Average valuations rise in Asia

Public market valuations in Asia have increased since 2012, led by a jump in the average P/E of Indonesian companies. China is the exception.

Public market valuations in Asia have generally increased during the period of January to July compared to full year 2012, with the average price-to-earnings up across most key stock market indicies, according to data from Thomson Reuters.

In Asia, public and private market valuations tend to be correlated, says John Parker, partner at KPMG China. “Typically public markets are a good starting point for private valuations.”

Indonesia has the highest listed company valuations in Southeast Asia, with the average price-to-earnings ratio of 17.48 for the period January to July 2013, according to the data.

Average P/E ratios

   2013
Jan-July*
 2012
 Indonesia   17.48   12.74
 Australia  16.75  13.29
 India  15.83  14.95
 Singapore  12.26   9.44
 Vietnam  11.98   9.79
 Hong Kong  11.05   9.97
 China  10.77  11.48
 Korea  10.04   9.49

*January 1-July 22, 2013
Source: Thomson Reuters

The figure is up significantly from 12.74, Indonesia’s average P/E for the full year 2012.

“Private valuations in Indonesia are starting to trend higher than investors might be looking for,” says Parker. “The correlation between buyers and sellers is getting farther apart.”

China was the only market in Asia where the average price-to-earnings fell. China's figure was 10.77, down from the full year 2012 average P/E of 11.48. 

Late last year, regulators froze the IPO process in China to review applications and reform the listing process. IPOs did not resume in April as expected and there has been no official announcement about when the listing process will be restarted. 

Regulators were hoping that a freeze on IPOs would bolster the share prices within the market as investors focus on what’s already listed, Parker said, but that hasn't happened.

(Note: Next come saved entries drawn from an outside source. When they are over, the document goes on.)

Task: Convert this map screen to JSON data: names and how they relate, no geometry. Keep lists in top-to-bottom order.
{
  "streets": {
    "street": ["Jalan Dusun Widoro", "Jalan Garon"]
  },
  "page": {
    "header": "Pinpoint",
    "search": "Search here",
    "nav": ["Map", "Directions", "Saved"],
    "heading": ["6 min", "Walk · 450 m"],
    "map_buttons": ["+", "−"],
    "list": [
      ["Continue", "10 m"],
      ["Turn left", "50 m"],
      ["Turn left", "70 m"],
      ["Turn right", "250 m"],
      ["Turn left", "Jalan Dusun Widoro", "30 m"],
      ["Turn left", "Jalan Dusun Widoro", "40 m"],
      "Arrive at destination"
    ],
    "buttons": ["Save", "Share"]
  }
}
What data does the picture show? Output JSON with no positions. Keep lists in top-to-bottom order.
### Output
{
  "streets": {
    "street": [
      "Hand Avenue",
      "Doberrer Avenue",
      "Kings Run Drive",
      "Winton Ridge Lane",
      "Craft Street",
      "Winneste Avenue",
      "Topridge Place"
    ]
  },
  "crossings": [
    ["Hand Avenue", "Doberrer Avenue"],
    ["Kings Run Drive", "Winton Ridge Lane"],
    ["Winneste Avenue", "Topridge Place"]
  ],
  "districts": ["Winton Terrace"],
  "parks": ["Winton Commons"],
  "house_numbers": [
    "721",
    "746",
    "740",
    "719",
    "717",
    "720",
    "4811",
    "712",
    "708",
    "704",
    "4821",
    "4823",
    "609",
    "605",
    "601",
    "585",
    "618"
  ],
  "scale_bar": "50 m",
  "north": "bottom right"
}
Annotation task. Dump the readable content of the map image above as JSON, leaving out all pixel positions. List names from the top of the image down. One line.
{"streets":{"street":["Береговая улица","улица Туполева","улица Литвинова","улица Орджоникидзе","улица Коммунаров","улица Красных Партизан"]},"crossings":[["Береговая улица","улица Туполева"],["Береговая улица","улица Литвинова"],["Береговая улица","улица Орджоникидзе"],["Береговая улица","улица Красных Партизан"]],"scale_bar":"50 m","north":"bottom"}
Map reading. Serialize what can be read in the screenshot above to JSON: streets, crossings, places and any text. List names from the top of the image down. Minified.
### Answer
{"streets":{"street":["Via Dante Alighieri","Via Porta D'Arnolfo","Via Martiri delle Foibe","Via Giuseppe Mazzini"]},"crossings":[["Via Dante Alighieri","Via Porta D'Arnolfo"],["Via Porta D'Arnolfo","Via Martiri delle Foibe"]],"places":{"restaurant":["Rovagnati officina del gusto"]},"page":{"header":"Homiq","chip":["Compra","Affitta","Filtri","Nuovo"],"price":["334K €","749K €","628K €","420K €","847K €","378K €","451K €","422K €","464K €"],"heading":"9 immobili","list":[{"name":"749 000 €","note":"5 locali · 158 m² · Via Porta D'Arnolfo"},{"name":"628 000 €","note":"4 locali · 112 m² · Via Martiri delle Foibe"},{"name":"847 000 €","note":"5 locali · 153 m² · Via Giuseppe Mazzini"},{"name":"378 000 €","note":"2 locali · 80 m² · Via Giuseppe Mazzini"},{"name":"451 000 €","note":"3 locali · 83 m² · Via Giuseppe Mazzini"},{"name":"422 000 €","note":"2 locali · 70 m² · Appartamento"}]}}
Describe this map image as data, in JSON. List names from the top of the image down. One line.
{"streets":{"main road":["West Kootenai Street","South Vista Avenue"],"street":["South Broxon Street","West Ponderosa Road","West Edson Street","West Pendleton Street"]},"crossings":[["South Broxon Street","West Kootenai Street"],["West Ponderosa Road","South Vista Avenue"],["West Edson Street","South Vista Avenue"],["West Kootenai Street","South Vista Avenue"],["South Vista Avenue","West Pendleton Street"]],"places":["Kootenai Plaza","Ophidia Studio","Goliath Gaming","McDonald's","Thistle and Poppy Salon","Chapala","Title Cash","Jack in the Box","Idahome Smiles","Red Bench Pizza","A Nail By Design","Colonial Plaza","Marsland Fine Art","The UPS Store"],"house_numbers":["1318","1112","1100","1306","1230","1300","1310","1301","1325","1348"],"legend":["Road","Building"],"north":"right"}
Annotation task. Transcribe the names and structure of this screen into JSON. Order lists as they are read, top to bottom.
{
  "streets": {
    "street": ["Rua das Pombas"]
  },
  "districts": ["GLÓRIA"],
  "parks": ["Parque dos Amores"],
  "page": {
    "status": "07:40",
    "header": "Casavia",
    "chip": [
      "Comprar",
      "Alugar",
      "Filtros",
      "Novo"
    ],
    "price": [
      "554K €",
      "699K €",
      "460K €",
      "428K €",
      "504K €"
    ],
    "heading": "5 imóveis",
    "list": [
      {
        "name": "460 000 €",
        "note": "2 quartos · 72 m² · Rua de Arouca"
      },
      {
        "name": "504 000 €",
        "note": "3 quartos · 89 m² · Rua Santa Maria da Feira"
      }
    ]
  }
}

Many investors have instead turned to other opportunities such as real estate.

Price -to-earnings will continue to slide as China’s public listings remain on hold.

“In certain cases [a prolonged freeze] is likely going to result in a desperation for capital,” Parker says. “It could cause certain businesses to look to private equity for bridge financing or they may seek a listing on the Hong Kong stock market.”